他很清楚,這是他唯一活命,甚至往上爬的機會。
人在這種時候,爆發的潛力是最大的。”
大牛想了想,一拍大腿,
“那要不…
我跟著他去?
在旁邊盯著,保險點!”
李湛這時走過來,聞言打量了一下大牛那鐵塔般的身形,笑著搖搖頭,
“你這身材,壓迫感太強。
對方是精銳,警惕性極高,
你一去,他們第一時間就會緊張起來,反而容易壞事。”
他看向老周,
“找幾個面相普通、不起眼的兄弟跟他一起去,具體讓大勇安排。
大牛,你就別去湊這個熱鬧了。
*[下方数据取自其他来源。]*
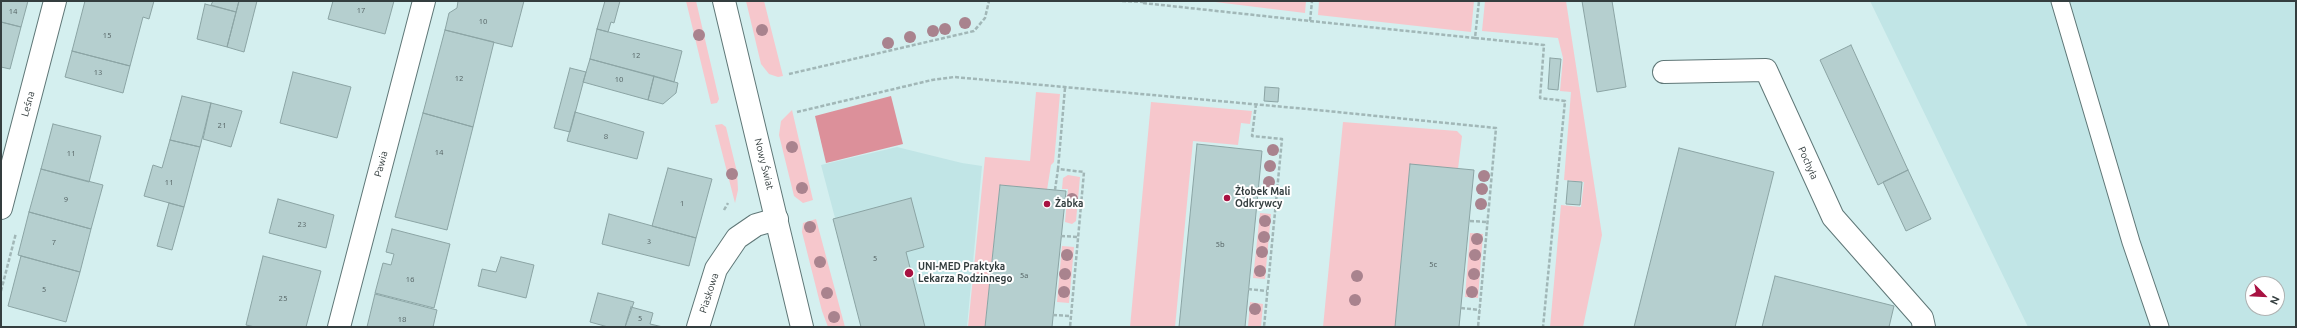 <!DOCTYPE html>
<html>
<head>
<meta charset="utf-8">
<style>
  body { margin:0 }
  #map { position:relative; width:2297px; height:328px; overflow:hidden; background:#d4efef; font-family:Ubuntu,sans-serif }
  canvas { display:block }
  .frame { position:absolute; inset:0; border:2px solid #343e3f; pointer-events:none }
  .north { position:absolute; left:2245px; top:276px; width:40px; height:40px; box-sizing:border-box; background:#fff; border:1px solid #aeb2b2; border-radius:50%; rotate:114deg; font-size:11px; font-weight:700; line-height:16px; text-align:center; color:#343e3f }
  .north::after { content:''; display:block; margin:auto; width:14px; height:18px; background:#a81242; clip-path:polygon(50% 0,100% 100%,50% 72%,0 100%) }
</style>
</head>
<body>
<div id="map">
<canvas width="2297" height="328"></canvas>
<div class="frame"></div>
<div class="north">N</div>
</div>
<script>
const c = document.querySelector('canvas').getContext('2d');
c.lineJoin = 'round';
function paint(path, color) { c.fillStyle = color; c.fill(path, 'evenodd'); }
const poly = rows => new Path2D(rows.map(r => 'M' + r).join(''));
function stroke(path, color, width, dash) { c.strokeStyle = color; c.lineWidth = width; c.lineCap = dash ? 'butt' : 'round'; c.setLineDash(dash || []); c.stroke(path); }
function drawText(font, color, halo, rows, align = 'center') {
  c.font = font + ' Ubuntu,sans-serif'; c.lineWidth = 4; c.setLineDash([]); c.textBaseline = 'middle'; c.strokeStyle = halo; c.fillStyle = color; for (const [text, x, y, turn = 0] of rows) {
    c.save(); c.translate(x, y); c.rotate((+turn || 0) * Math.PI / 180); c.textAlign = isNaN(turn) ? turn : align; if (halo) c.strokeText(text, 0, 0); c.fillText(text, 0, 0); c.restore();
  }
}
paint(poly([
  [1870,1,2296,1,2296,327,2028,327],
  [2253,284,2277,284,2277,308,2253,308],
  [897,147,962,163,982,166,967,327,861,327,833,219,835,218,821,165]
]), '#c1e5e6');
paint(poly([
  [686,1,696,1,719,99,717,103,711,104],
  [746,1,764,1,783,76,778,77,769,74,761,64],
  [1207,1,1306,1,1305,13],
  [1319,1,1474,1,1471,32,1318,15],
  [1485,1,1566,1,1602,235,1583,327,1550,327,1561,205,1581,207,1584,182,1564,180,1571,92,1560,91,1563,58,1558,38,1482,31],
  [1036,92,1060,94,1054,162,1051,165,1047,190,1000,185,985,327,968,327,985,157,1030,161],
  [1151,102,1252,111,1250,124,1241,123,1238,145,1193,141,1175,327,1130,327],
  [792,110,813,200,803,203,794,196,779,135,781,121],
  [1343,122,1457,131,1462,136,1458,169,1410,165,1395,327,1323,327],
  [722,124,726,127,737,172,738,190,735,203,715,125],
  [1068,175,1080,177,1076,221,1072,224,1065,222,1068,189,1062,189,1063,178],
  [1260,213,1271,214,1265,279,1253,278],
  [816,219,845,327,828,327,822,311,802,232,803,223],
  [1470,233,1483,234,1478,298,1465,297],
  [1062,246,1074,247,1069,303,1057,302],
  [1250,302,1263,304,1261,327,1248,327]
]), '#f6c7cc');
paint(poly([
  [891,96,903,144,826,163,815,116]
]), '#dc909a');
const building = poly([
  [1,1,28,1,21,27,1,22,1,1],
  [85,1,154,1,149,19,143,17,130,66,72,51,85,1],
  [213,1,239,1,236,12,211,5,213,1],
  [239,1,257,1,244,52,227,47,239,1],
  [333,1,394,1,385,34,328,19,333,1],
  [458,1,524,1,512,47,445,30,449,13,457,8,458,1],
  [605,1,620,1,614,23,611,22,608,32,597,29,605,1],
  [1582,1,1612,1,1626,87,1597,92,1582,1],
  [205,4,236,12,227,47,197,39,205,4],
  [1,22,21,27,10,69,1,67,1,22],
  [597,29,682,51,674,82,590,59,597,29],
  [445,30,494,42,473,127,423,113,445,30],
  [1851,45,1908,170,1878,185,1820,60,1851,45],
  [72,51,130,66,123,93,65,77,72,51],
  [1550,58,1561,59,1558,90,1548,89,1550,58],
  [590,59,654,76,648,100,583,82,590,59],
  [570,68,586,72,570,132,554,128,570,68],
  [293,72,351,87,337,138,280,123,293,72],
  [654,76,678,83,676,93,663,104,648,100,654,76],
  [1265,87,1279,88,1278,102,1264,101,1265,87],
  [182,96,211,103,200,147,170,140,182,96],
  [211,103,242,111,231,147,203,139,211,103],
  [575,112,644,132,637,159,567,141,575,112],
  [423,113,473,127,447,230,395,217,423,113],
  [53,124,101,136,89,182,41,169,53,124],
  [170,140,200,147,184,207,144,196,153,165,162,168,170,140],
  [1197,144,1262,151,1245,327,1179,327,1197,144],
  [1679,148,1774,172,1735,327,1634,327,1679,148],
  [1410,164,1474,170,1459,327,1395,327,1410,164],
  [668,168,712,179,696,238,652,226,668,168],
  [41,169,103,185,91,229,29,212,41,169],
  [1908,170,1931,219,1906,231,1883,182,1908,170],
  [1568,181,1582,182,1580,205,1566,204,1568,181],
  [1000,185,1066,191,1052,327,985,327,1000,185],
  [911,198,924,247,906,252,925,327,861,327,833,219,911,198],
  [278,199,334,215,326,248,269,233,278,199],
  [169,203,184,207,172,250,157,246,169,203],
  [29,212,91,229,80,272,18,255,29,212],
  [609,214,696,238,689,266,602,244,609,214],
  [392,229,450,244,434,308,375,293,383,263,391,265,394,254,386,252,392,229],
  [21,256,80,272,66,322,8,306,21,256],
  [263,256,321,271,306,327,255,327,246,325,263,256],
  [501,257,534,265,526,298,478,286,482,269,496,272,501,257],
  [1775,276,1894,306,1889,327,1762,327,1775,276],
  [598,293,634,302,625,327,608,327,590,322,598,293],
  [375,294,437,310,433,327,367,327,375,294],
  [631,307,653,313,650,324,663,327,625,327,631,307]
]);
paint(building, '#b5cfcf');
stroke(building, '#8ba4a4', 1);
const service = poly([
  [2060,1,2131,242,2160,327]
]);
const minor = poly([
  [1664,72,1766,70,1833,217,1922,318,1924,327],
  [1,208,55,1],
  [339,327,424,1],
  [698,327,716,269,737,238,756,225,777,219]
]);
const tertiary = poly([
  [724,1,802,327]
]);
stroke(service, '#5f7777', 19);
stroke(minor, '#5f7777', 24);
stroke(tertiary, '#5f7777', 24);
stroke(poly([
  [1122,1,1143,2],
  [1143,3,1310,21,1312,1],
  [1310,21,1475,38,1479,1],
  [1475,38,1544,45,1540,98,1565,101,1543,327],
  [789,74,974,31,985,18,989,1],
  [1065,88,1058,169,1084,172,1070,327],
  [1256,104,1252,136,1282,139,1264,327],
  [797,112,932,80,954,77,1307,109,1496,128,1478,327],
  [1055,190,1058,169],
  [1257,201,1276,202],
  [724,210,728,203],
  [1470,221,1488,222],
  [1061,236,1078,237],
  [1248,289,1267,291],
  [1,291,16,233],
  [1461,308,1480,310],
  [1053,315,1071,316]
]), '#a1b7b7', 2.5, [4, 2]);
stroke(service, '#fff', 17);
stroke(minor, '#fff', 22);
stroke(tertiary, '#fff', 22);
c.fillStyle = '#a9838e';
for (const [x, y] of [
  [965,23],
  [945,29],
  [762,30],
  [933,31],
  [699,35],
  [910,37],
  [888,43],
  [792,147],
  [1273,150],
  [1270,166],
  [732,174],
  [1484,176],
  [1269,182],
  [802,188],
  [1482,189],
  [1072,199],
  [1481,204],
  [1265,221],
  [810,227],
  [1264,237],
  [1477,239],
  [1262,252],
  [1067,255],
  [1475,255],
  [820,262],
  [1260,271],
  [1065,274],
  [1474,274],
  [1357,276],
  [1064,292],
  [1472,292],
  [827,293],
  [1355,300],
  [1255,309],
  [834,317]
]) { c.beginPath(); c.arc(x, y, 6, 0, 2 * Math.PI); c.fill(); }
for (const [x, y, r, color] of [
  [1227,198,4,"#a81242"],
  [1047,204,4,"#a81242"],
  [909,273,5,"#a81242"]
]) { const dot = new Path2D(); dot.arc(x, y, r, 0, 2 * Math.PI); c.fillStyle = color; c.fill(dot); stroke(dot, '#fff', 1.5); }
drawText('8px', '#546263', null, [
  ["17",361,10],
  ["14",13,11],
  ["10",483,21],
  ["15",107,35],
  ["12",636,55],
  ["13",98,72],
  ["12",459,78],
  ["10",619,79],
  ["21",222,125],
  ["8",606,136],
  ["14",439,152],
  ["11",71,153],
  ["11",169,182],
  ["9",66,199],
  ["1",682,203],
  ["23",302,224],
  ["3",649,241],
  ["7",54,242],
  ["5b",1220,244],
  ["5",875,258],
  ["5c",1433,264],
  ["5a",1024,275],
  ["16",410,279],
  ["5",44,289],
  ["25",283,298],
  ["5",640,318],
  ["18",402,319]
]);
drawText('10px', '#343e3f', '#fff', [
  ["Leśna",28,104,-75],
  ["Pochyła",1808,163,66],
  ["Pawia",381,164,-75],
  ["Nowy Świat",764,164,76],
  ["Piaskowa",709,293,-72]
]);
drawText('bold 10px', '#343e3f', '#fff', [
  ["Żłobek Mali",1235,192],
  ["Odkrywcy",1235,204],
  ["Żabka",1055,204],
  ["UNI-MED Praktyka",918,267],
  ["Lekarza Rodzinnego",918,279]
], 'left');
</script>
</body>
</html>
”
大牛憨憨地撓了撓頭,雖然有點不甘,但還是聽話地坐回了沙發上。
就在這時,
唐世榮拿著幾張風格各異的帖子走了進來,臉上帶著一絲忙碌而又興奮的神色。
“湛哥,
一早上就收了一堆回帖,都是沖著你來的。”
他一邊說,一邊將帖子在茶幾上攤開。
“這份是本地那個搞地下拳賽的頌恩送來的,
邀請您周末去他的場子‘指點指點’,話說的客氣,我看是想掂量掂量您的斤兩。”
“這份是俄羅斯那個瓦西里派人送來的,
說是有筆關于‘硬家伙’的生意想跟您談談,只要價錢合適,什么都好說。”
“還有這份,是緬甸那邊一個搞‘物流’的老板遞來的,
想約個時間聊聊‘特產’運輸的渠道。”
他快速介紹完,最后才補充道,
“另外,門口還有個人等著,
是‘粉色夢幻’的那個經理人,說是有要事想當面跟您說。
看樣子,是他們幕后老板派來的。”
李湛接過那幾張帖子,隨手翻了翻,便將它們丟在茶幾上。
他嘴角泛起一絲意味不明的笑意,對唐世榮說道,
“拳賽、軍火、毒品…
這曼谷的牛鬼蛇神,倒是來得挺快。”
他頓了頓,眼神一凝,
“既然都找上門了,那就先見見這位林家的經理人吧。”
唐世榮會意,轉身走向門口。
片刻后,他引著一個男人走了進來。
來人約莫四十歲上下,
穿著一身熨帖的白色西裝,頭發梳得油光水滑,一絲不茍。
他微微揚著下巴,眼神里帶著一種在頂級場所長期工作培養出來的、程式化的禮貌,
但這禮貌之下,卻藏不住那股身為林家代言人、背靠豪門而產生的深入骨髓的傲慢。
他走進房間,目光快速掃過在場眾人,最后落在主位的李湛身上,
那眼神不像是在看一位需要敬畏的勢力頭目,
更像是在評估一件待價而沽的商品...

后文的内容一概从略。